The institution of the State Security Court in February 1995 appears to have been as a result of complaints by Israel and the US that Islamist “terrorists” were being detained without charge and released at will, instead of having been given heavy prison sentences. Thus, from April 1995, a number of those thought to have organized suicide bombs, recruited bombers, or members of the 'Izz al-Din al-Qassam brigades, the armed wing of Hamas, were tried in grossly unfair trials - secret and summary, often in the middle of the night, with military judges, prosecutors and defence - and given heavy prison sentences of up to 25 years. These trials were praised by prominent US officials. However, the outcry at the use of such mockeries of trials helped to limit their use, and the Palestinian Authority, since June 1995, has again tended to hold political opponents - mostly suspected Islamists - without charge or trial. Summary trials have more often been used against those whose extradition may be sought by Israel if they are not swiftly sentenced.

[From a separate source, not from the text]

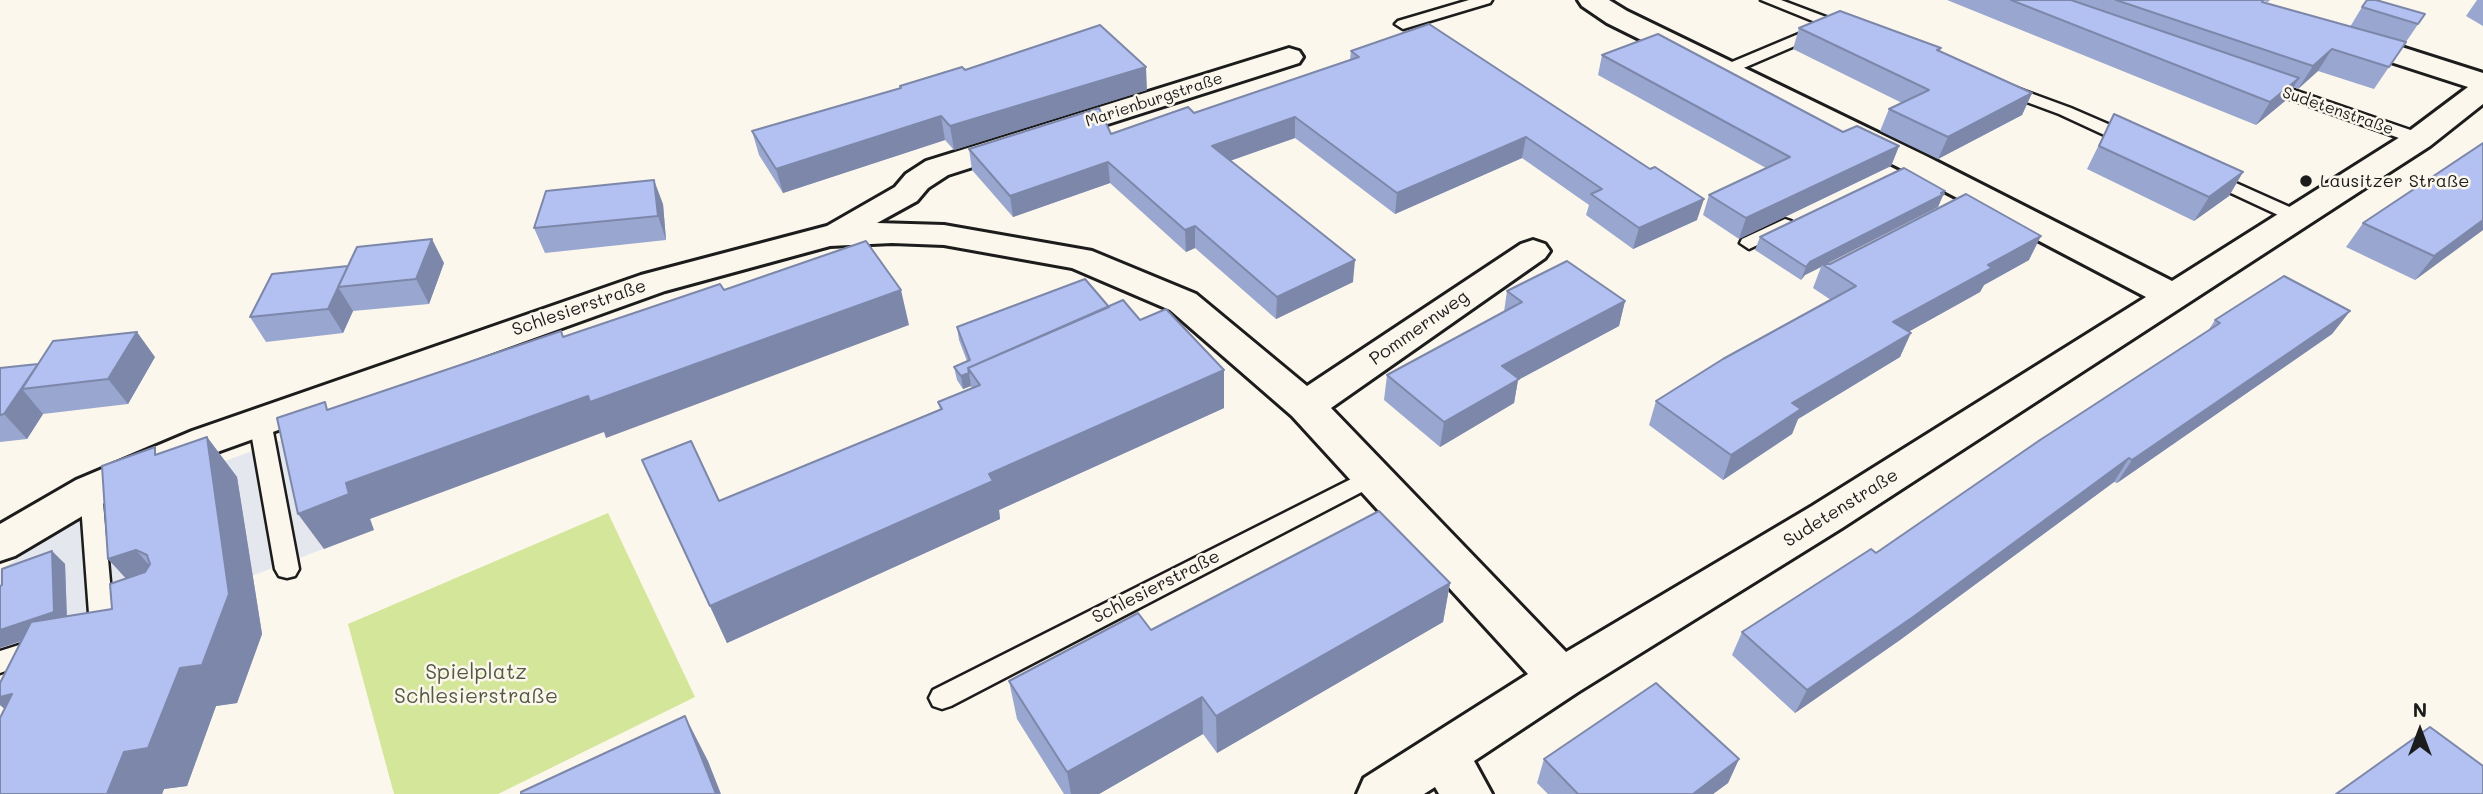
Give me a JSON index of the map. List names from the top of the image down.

The largest wave of arrests in the Palestinian Authority was carried out after suicide bombings in February and March 1996. More than 1,200 suspected members of Islamist groups were arrested by Palestinian Authority security services in the West Bank and Gaza; they often spent weeks in incommunicado detention and remained in prison for months without charge or trial. Torture was widespread. Waves of arrests have continued to occur: for instance more than 150 alleged sympathizers with Islamist groups were arrested in 1997 and about 40 persons, allegedly linked to Hamas, were detained and subjected to torture in Ramallah in March and April 1998 in connection with the killing of Muhi al-Din al-Sharif, a prominent member of Hamas' military wing.

Detention outside any judicial process has also been used against anyone thought to have criticised the Palestinian Authority, including journalists and human rights defenders. Such arrests have attracted a great deal of international attention and local public pressure, and the Palestinian Authority has normally released these detainees within days or, exceptionally, months.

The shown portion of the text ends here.